Meta has built an artificial intelligence model that has the ability to convert speech-to-text and text-to-speech for more than 1100 languages, which is 10 times more than previous models could.
Meta’s Groundbreaking MMS Model
The Massively Multilingual Speech (MMS) project can identify over 4,000 spoken languages, produce speech in over 1,100 languages, and has pre-trained models supporting over 1,400 languages.
Meta revealed this in an official statement on Monday saying that it was making the model open source so as to aid in the preservation of diverse languages which are on the brink of extinction. The company also hopes that this will aid developers of new voice apps by developers who operate in several languages, such as universal messaging services or multilingual virtual reality systems.
MMS: Massively Multilingual Speech.
– Can do speech2text and text speech in 1100 languages.
– Can recognize 4000 spoken languages.
– Code and models available under the CC-BY-NC 4.0 license.

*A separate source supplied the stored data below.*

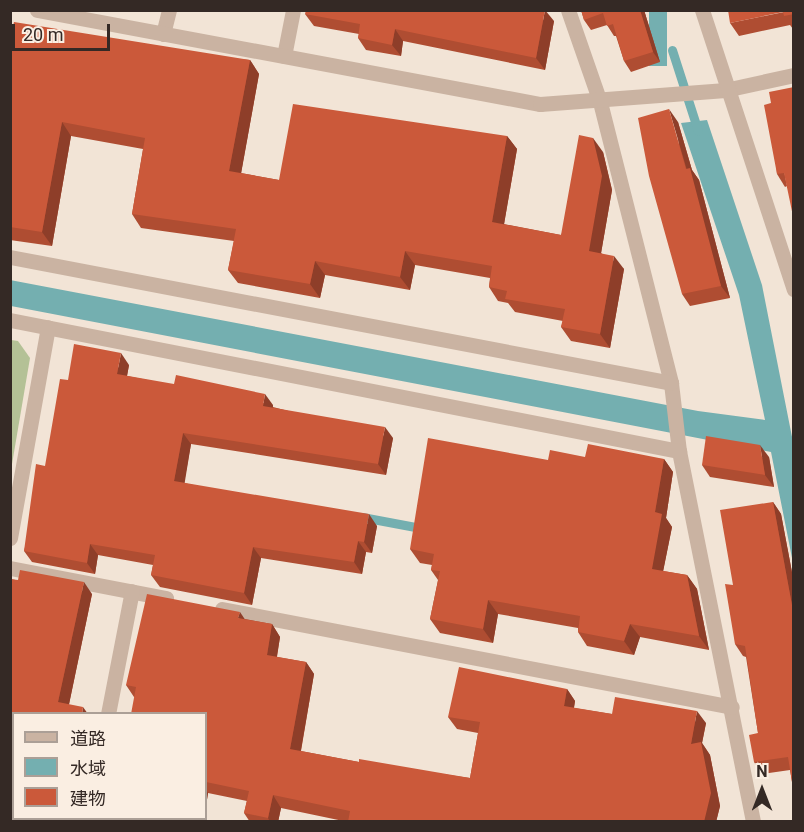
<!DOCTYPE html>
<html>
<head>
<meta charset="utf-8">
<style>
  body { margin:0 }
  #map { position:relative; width:804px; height:832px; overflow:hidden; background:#f2e4d6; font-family:Roboto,"Noto Sans JP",sans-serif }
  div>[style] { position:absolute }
  .green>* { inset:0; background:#b4c196 }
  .water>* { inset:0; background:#74afb0; transform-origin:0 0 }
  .stream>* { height:9px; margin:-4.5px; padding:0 4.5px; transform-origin:4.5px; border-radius:4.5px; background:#74afb0 }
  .service>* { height:15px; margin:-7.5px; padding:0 7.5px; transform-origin:7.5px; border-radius:7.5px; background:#cab3a2 }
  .minor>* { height:15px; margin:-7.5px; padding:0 7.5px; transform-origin:7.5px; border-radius:7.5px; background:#cab3a2 }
  .tertiary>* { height:15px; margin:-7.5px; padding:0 7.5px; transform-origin:7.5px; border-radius:7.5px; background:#cab3a2 }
  .wall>* { inset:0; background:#af4d32; transform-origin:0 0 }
  .shaded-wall>* { inset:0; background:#8e3e29; transform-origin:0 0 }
  .building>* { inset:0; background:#cb593a }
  span { translate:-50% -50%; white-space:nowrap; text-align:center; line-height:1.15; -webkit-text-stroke:4.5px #faeee2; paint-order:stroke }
  .frame { position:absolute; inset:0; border:12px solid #342925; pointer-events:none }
  .legend { position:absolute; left:12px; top:712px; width:195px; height:108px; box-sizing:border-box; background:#faeee2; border:2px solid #ab9f96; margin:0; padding:8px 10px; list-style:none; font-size:18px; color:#342925 }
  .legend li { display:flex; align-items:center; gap:12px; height:30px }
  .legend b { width:30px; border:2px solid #ab9f96 }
  .north { position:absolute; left:732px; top:760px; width:60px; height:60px; -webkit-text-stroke:4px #faeee2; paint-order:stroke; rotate:0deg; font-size:16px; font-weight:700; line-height:24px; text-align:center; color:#342925 }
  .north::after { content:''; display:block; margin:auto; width:21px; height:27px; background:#342925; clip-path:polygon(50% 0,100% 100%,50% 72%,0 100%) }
  .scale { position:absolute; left:12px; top:24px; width:98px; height:27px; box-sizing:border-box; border:3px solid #342925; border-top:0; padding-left:8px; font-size:18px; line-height:21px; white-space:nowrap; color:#342925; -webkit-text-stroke:4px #faeee2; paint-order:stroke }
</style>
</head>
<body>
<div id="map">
  <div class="green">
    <div style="clip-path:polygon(11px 340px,18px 341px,30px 358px,11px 470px)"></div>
  </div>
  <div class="water">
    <div style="left:649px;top:11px;width:18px;height:55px"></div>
    <div style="clip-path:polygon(707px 120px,762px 285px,793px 442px,793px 563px,771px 452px,11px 306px,10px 280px,698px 411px,765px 420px,739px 295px,681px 123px)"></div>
  </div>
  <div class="stream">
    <div style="left:672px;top:50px;width:85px;rotate:72.2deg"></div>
    <div style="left:362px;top:517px;width:65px;rotate:10.6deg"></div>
  </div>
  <div class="service">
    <div style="left:163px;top:34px;width:25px;rotate:-76deg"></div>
    <div style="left:284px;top:56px;width:47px;rotate:-78.9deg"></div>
  </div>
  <div class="minor">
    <div style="left:568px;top:10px;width:97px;rotate:70.8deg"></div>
    <div style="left:600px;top:102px;width:290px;rotate:75.8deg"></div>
    <div style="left:671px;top:383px;width:68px;rotate:83.3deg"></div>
    <div style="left:679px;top:451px;width:378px;rotate:78.7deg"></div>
    <div style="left:10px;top:257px;width:673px;rotate:10.79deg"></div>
    <div style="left:10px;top:320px;width:682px;rotate:11.08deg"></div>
    <div style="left:10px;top:538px;width:214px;rotate:-79.8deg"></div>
    <div style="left:10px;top:568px;width:159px;rotate:10.9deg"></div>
    <div style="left:222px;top:609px;width:519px;rotate:10.88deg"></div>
    <div style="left:108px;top:714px;width:125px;rotate:-79deg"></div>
    <div style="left:10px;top:819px;width:15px;rotate:11deg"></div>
    <div style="left:88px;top:822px;width:4px;rotate:-90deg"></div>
  </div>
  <div class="tertiary">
    <div style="left:37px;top:10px;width:512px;rotate:10.59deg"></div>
    <div style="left:540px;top:104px;width:186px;rotate:-4.3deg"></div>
    <div style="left:725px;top:90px;width:71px;rotate:-12.3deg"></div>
    <div style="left:702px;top:10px;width:294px;rotate:71.8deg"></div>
  </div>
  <div class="wall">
    <div style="clip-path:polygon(581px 10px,644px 10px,660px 62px,631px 72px,624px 61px,616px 36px,614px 36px,607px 25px,591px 30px,584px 20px)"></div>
    <div style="clip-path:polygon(794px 10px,793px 29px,790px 25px,739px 36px,730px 23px)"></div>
    <div style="clip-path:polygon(305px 14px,554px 21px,545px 70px,403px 41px,401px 56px,366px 50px,358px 38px,359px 34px,314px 26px)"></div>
    <div style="clip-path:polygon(10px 39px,250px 60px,259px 74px,241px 173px,279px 180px,507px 136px,517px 149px,504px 224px,561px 235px,603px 152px,612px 190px,601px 253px,624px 269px,610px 348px,571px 341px,561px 327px,563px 321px,515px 312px,508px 303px,498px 301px,489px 287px,490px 278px,415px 265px,410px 290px,325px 275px,320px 298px,238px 283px,228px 270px,234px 241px,141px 228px,132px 214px,143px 149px,71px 136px,52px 246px,10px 240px)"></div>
    <div style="clip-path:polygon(771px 103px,787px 186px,785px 187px,777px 174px)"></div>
    <div style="clip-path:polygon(678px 122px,692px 170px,699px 180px,730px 298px,690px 306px,682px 294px)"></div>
    <div style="clip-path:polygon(129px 365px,127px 376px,273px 405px,273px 407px,393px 438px,386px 475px,191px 444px,184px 483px,377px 526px,372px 553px,366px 552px,362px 574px,261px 558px,252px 605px,160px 587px,151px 575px,153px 565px,98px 555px,95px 574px,32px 562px,24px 551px,68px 380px)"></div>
    <div style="clip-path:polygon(585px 457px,664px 459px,673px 472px,666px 518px,672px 527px,663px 571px,687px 575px,697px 589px,709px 650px,640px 637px,634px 655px,587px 646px,578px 632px,578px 628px,498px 614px,493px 643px,440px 633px,430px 619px,438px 580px,431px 570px,432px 565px,420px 563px,410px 549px,548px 460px)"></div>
    <div style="clip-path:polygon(769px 457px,774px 487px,710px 477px,702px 465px)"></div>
    <div style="clip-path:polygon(773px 502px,781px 514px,794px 583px,794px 784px,792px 782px,790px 770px,762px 774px,754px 762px,758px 733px,746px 657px,743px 656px,735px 644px,733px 585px)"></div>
    <div style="clip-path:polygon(10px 579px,92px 594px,69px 704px,14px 714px,14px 756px,10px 755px)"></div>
    <div style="clip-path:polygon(245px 619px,272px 624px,280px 637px,277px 657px,306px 662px,314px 674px,301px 751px,359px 762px,470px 778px,478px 733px,457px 729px,448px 717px,567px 689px,575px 701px,574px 708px,612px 714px,706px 723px,702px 743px,710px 755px,720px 806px,716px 822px,348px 822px,281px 808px,278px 822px,250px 822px,244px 813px,247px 801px,208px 793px,206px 806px,206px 714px,134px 697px,126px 685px)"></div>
    <div style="left:124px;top:819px;width:79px;height:4px"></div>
  </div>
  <div class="shaded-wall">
    <div style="clip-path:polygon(545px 10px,554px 21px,545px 70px,536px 58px)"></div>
    <div style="clip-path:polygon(640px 10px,644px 10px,660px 62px,653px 52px)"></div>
    <div style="clip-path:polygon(395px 29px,403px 41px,401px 56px,392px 45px)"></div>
    <div style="clip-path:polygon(250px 60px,259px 74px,239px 185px,229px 171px)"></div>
    <div style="clip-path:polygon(669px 109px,678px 122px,692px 170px,699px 180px,730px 298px,721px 286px)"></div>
    <div style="clip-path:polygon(62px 122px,71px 136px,52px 246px,42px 232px)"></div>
    <div style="clip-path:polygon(507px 136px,517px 149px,502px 236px,492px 222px)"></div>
    <div style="clip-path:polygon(593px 138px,603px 152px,612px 190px,599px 265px,589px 251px)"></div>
    <div style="clip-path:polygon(405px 251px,415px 265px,410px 290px,400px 277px)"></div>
    <div style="clip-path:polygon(614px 256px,624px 269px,610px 348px,600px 334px)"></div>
    <div style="clip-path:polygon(315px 261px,325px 275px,320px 298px,310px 284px)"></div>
    <div style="clip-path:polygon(121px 353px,129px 365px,125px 386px,117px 374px)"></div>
    <div style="clip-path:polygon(265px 394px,273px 405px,271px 417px,263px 406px)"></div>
    <div style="clip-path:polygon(385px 427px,393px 438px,386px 475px,378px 464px)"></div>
    <div style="clip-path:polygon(183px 433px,191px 444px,183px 493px,174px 481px)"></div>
    <div style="clip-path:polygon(760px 445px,769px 457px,774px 487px,765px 475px)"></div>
    <div style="clip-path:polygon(664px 459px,673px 472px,666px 518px,672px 527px,661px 582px,652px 569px,655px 512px)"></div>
    <div style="clip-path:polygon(773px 502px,781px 514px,794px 583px,794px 616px)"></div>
    <div style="clip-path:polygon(369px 514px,377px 526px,372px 553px,364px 542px)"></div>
    <div style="clip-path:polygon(358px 541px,366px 552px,362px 574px,354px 562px)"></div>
    <div style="clip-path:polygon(90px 544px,98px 555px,95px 574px,87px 563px)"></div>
    <div style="clip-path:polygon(253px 547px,261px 558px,252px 605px,244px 593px)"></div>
    <div style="clip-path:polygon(687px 575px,697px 589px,709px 650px,699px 636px)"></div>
    <div style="clip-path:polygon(84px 582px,92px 594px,67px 714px,58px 702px)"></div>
    <div style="clip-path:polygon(488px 600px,498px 614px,493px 643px,483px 629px)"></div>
    <div style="clip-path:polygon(240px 612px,248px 624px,238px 618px)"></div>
    <div style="clip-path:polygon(272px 624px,280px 637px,275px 667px,267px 655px)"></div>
    <div style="clip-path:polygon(630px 624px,640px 637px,634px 655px,624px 641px)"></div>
    <div style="clip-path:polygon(306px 662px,314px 674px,299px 761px,290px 749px)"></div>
    <div style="clip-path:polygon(567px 689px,575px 701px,572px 718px,564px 706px)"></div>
    <div style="clip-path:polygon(83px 707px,88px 714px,82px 714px)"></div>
    <div style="clip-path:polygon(697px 711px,706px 723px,702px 743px,710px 755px,720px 806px,716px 822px,704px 822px,691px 744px)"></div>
    <div style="clip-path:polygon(206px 790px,208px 793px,206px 806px)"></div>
    <div style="clip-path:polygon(273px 795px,281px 808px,278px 822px,270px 822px,268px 818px)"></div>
    <div style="left:192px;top:819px;width:11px;height:3px"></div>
  </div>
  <div class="building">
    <div style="clip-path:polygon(306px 10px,545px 10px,536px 58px,395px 29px,392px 45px,358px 38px,360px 24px,305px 14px)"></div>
    <div style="clip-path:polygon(581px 10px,640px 10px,653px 52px,624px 61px,613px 24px,607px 26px,603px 13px,584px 20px)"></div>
    <div style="clip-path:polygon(728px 10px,794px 10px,794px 14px,784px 16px,783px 12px,730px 23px)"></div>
    <div style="clip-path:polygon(14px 22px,250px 60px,229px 171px,279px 180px,293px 104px,507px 136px,492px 222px,561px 235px,579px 135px,593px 138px,602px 176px,589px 251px,614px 256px,600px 334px,561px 327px,565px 309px,505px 299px,507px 291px,489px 287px,492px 266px,405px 251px,400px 277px,315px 261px,310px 284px,228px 270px,236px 229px,132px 214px,145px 138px,62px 122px,42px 232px,10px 227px,10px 39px)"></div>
    <div style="clip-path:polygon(794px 87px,794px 221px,784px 173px,777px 174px,764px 105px,771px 103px,769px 92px)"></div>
    <div style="clip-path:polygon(669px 109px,686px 169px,690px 168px,721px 286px,682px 294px,649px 176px,638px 118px)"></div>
    <div style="clip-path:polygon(74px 344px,121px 353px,117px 374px,174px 384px,176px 375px,265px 394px,263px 406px,385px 427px,378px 464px,183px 433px,174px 481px,369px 514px,364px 542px,358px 541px,354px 562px,253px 547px,244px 593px,151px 575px,155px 555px,90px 544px,87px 563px,24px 551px,36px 464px,45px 466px,60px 379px,68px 380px)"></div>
    <div style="clip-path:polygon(706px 436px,760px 445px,765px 475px,702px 465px)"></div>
    <div style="clip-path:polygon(428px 438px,548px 460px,550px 450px,585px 457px,588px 444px,664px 459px,655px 512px,662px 514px,652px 569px,687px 575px,699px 636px,630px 624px,624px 641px,578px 632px,580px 616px,488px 600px,483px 629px,430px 619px,440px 571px,431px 570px,434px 554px,410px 549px)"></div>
    <div style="clip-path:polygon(773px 502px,794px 616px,794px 781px,792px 782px,788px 757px,754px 762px,749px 735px,758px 733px,745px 646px,735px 644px,725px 584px,733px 585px,720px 510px)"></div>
    <div style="clip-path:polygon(20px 570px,84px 582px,58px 702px,83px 707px,82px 714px,14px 714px,14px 746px,10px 745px,10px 579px,18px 580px)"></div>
    <div style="clip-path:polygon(147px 594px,240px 612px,238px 618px,272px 624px,267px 655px,306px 662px,290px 749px,359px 762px,359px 759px,470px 778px,480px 722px,448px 717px,459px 667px,567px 689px,564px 706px,612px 714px,615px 697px,697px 711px,691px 744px,701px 742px,711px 793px,704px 822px,348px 822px,350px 811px,273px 795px,268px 818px,244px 813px,249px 791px,206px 782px,206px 714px,131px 714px,136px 687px,126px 685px)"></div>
    <div style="clip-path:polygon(167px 819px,192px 819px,192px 822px,183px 822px)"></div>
  </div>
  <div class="frame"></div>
  <ul class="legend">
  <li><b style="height:8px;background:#cab3a2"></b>道路</li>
  <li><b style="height:16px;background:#74afb0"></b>水域</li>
  <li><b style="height:16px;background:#cb593a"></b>建物</li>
  </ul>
  <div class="north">N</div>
  <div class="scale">20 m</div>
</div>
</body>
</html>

– half the word error rate of Whisper.Code+Models: https://t.co/zQ9lWms5TQ
Paper:…— Yann LeCun (@ylecun) May 22, 2023
Meta said:
“Today, we are publicly sharing our models and code so that others in the research community can build upon our work. Through this work, we hope to make a small contribution to preserve the incredible language diversity of the world.”
Out of the 7000 languages that exist in the world, only 100 of them are comprehensively covered and understood by speech recognition models. This is due to the fact that these models call for vast quantities of labeled data for training purposes yet such amounts of data are only available for a limited number of languages.
The development of the MMS model was also faced with this challenge. To overcome it, Meta researchers retrained an existing AI model, wav2vec 2.0, which can learn speech patterns from audio without having a lot of labeled data, like transcripts created by the company in 2020.
The team also employed a new dataset that provided labeled data for over 1,100 languages and unlabeled data for nearly 4,000 languages.
“Some of these, such as the Tatuyo language, have only a few hundred speakers, and for most of these languages, no prior speech technology exists,” the tech giant said.
Using the Bible As a Dataset
To create this dataset, Meta used religious text and audio recordings as it was the most reliable source of such amounts of data in the thousands of languages.
The company said”
“We turned to religious texts, such as the Bible, that have been translated in many different languages and whose translations have been widely studied for text-based language translation research.”
The model was trained using one dataset that had unlabeled audio recordings of the New Testament in 3,809 different languages, and another that contained audio recordings of the New Testament in 1,107 different languages with their corresponding text acquired from the internet totaling over 4000 languages.
However, seeing as models are prone to biases, it is expected that the model was trained to be heavily biased toward Christian worldviews. Contrary to this expectation, Meta said that “While the content of the audio recordings is religious, our analysis shows that this does not bias the model to produce more religious language.”
When the model was tested on benchmark datasets, it was found to perform significantly better than other models while still covering 10 times more languages.
When compared to OpenAI’s Whisper, Meta stated that the model had half of Whisper’s error rate while still covering 11 times more languages.
However, as with all other AI models, MMS is equally not perfect and complete. As such, Meta issued a warning saying, “There is some risk that the speech-to-text model may mistranscribe select words or phrases. Depending on the output, this could result in offensive and/or inaccurate language. We continue to believe that collaboration across the AI community is critical to the responsible development of AI technologies.”